New insulation going in the tank
after removing the lining. The insulation is glued in place using
"Great Stuff" polyurethane foam in a can.
Not much is needed, in that the water pressure will hold it in place.
All the edges and seams are also sealed with Great Stuff.
The new layer of tank floor insulation has not yet been installed.
I also made some changes to the lid arrangement.
The wood board that ran around the top edge of the tank to provide a good place for the lid to seal down to was looking like it would have a limited life in the moist environment. I replaced this with an edge board made from plastic deck lumber.
I moved all the plumbing and sensor connections that had been made through the west part of the old lid. These connections now all go through slots cut in the west edge plastic deck board. I cut a slot for each connection, then placed the pipe or wire in the slot, and then silicone caulked the slot full. This way the entire lid can be removed without disturbing these connections.
The connections are:
The 3/4 inch copper return line from the collectors
The tank vent pipe (vents tank to ambient air)
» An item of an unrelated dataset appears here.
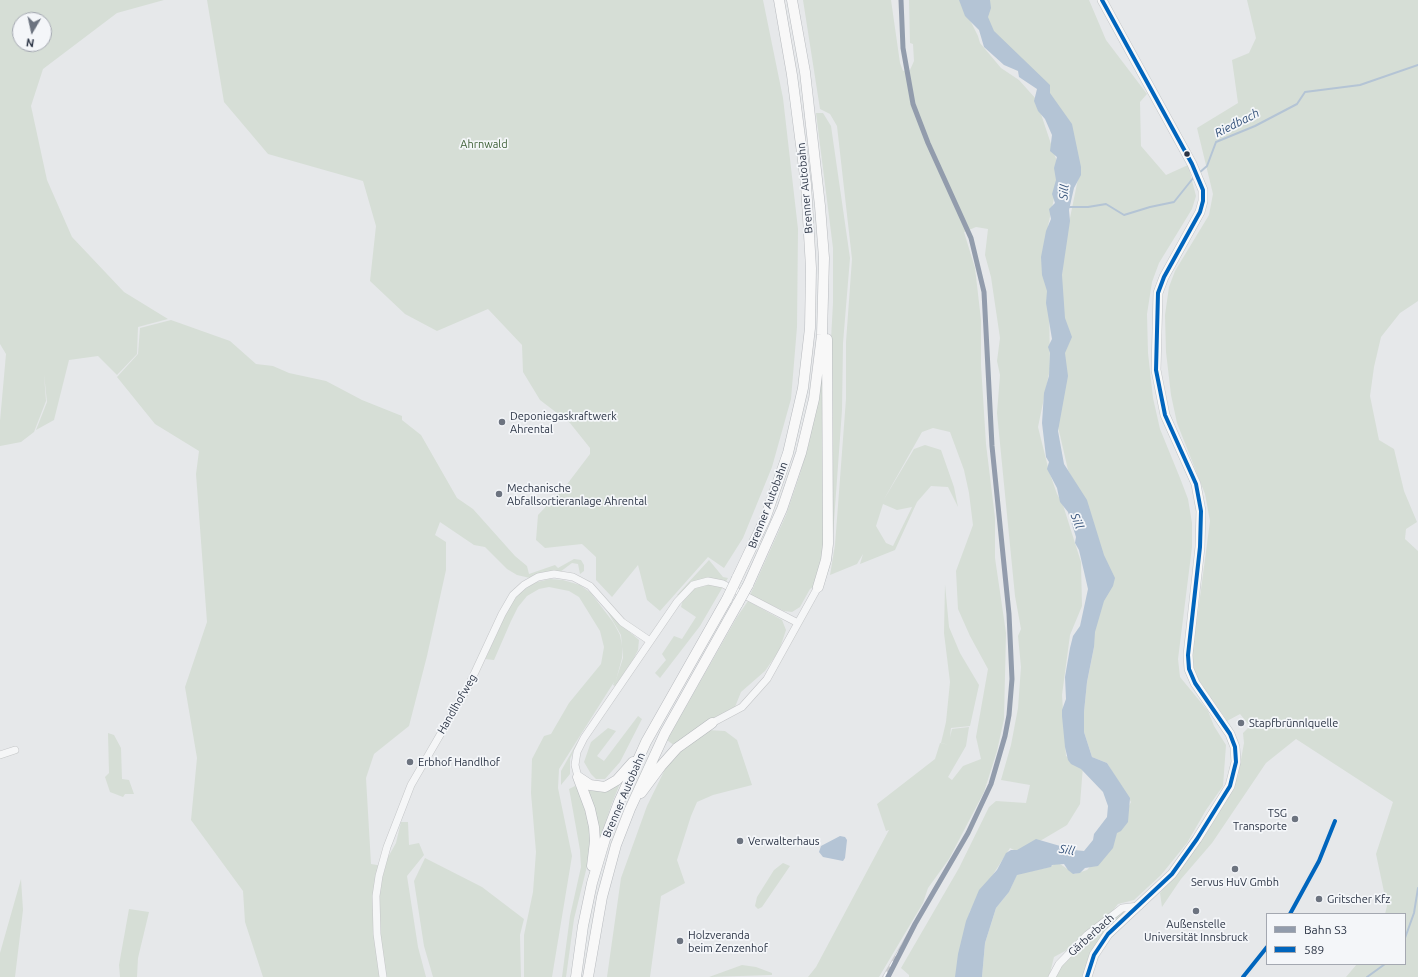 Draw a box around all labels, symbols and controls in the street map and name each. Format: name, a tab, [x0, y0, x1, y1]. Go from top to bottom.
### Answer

The tank temperature sensor used by the control system inside the house (enclosed in half inch copper pipe)The 3/4 inch CPVC supply line to the house
The 3/4 inch CPVC return line from the house
My caulking job was a bit messy (well, maybe a lot messy), but the arrangement works well, and does not leak any water vapor out of the tank.
The pump still connects through the tank sidewall near the bottom on the east end of the tank.
The only penetration through the lid of the tank is a quickly removable tube that contains the tank temperature sensor used by the differential controller for the collector pump. This also serves as a place that a dipstick can be inserted to measure the water level in the tank.
I also took this opportunity to run the return line coming from the house to the far corner of the bottom of the tank. So, this separates the supply and return lines better, and returns the cold water from the house to the bottom of the tank.
Left to right: 1) return from collectors, 2) tank vent pipe, 3) tank temperature sensor, 4) hot supply line to house, 5) cold return from house.
The tank lid itself now looks like this layer by layer from the bottom up:
EPDM liner for the lid (bottom layer -- seals against the board running around top edge of tank)
2 inches Atlas R-Board insulation board
Layer of half inch OSB plywood
2 inches of polystyrene blue board (XPS)
A number of old insulation bats piled over the top
The lid is held down by extra long coated deck screws that screw through the OSB, through the 2 inches of R-Board, through the plastic deck board that surrounds the top edge of tank, and into the tank frame. The steel lag bolts that held the old lid down were showing some signs or rust, so I thought the coated deck screws might be better (not that the lag screws would have failed within my lifetime).
I also replaced the tension tie strap that ties the tow long edges of the tank together with a stainless steel strap. The galvanized strap was corroding with the continual exposure to hot water vapor. I think that its worth using a non-corroding material here in that the tension tie is structurally important, and the tank might well fail if the strap corrodes all the way through.
I had planned to actually measure the temperature drop of the tank overnight under cold conditions, but other projects have gotten in the way. This is less straightforward than it seems, as the tank tends to develop a temperature stratification that changes with time.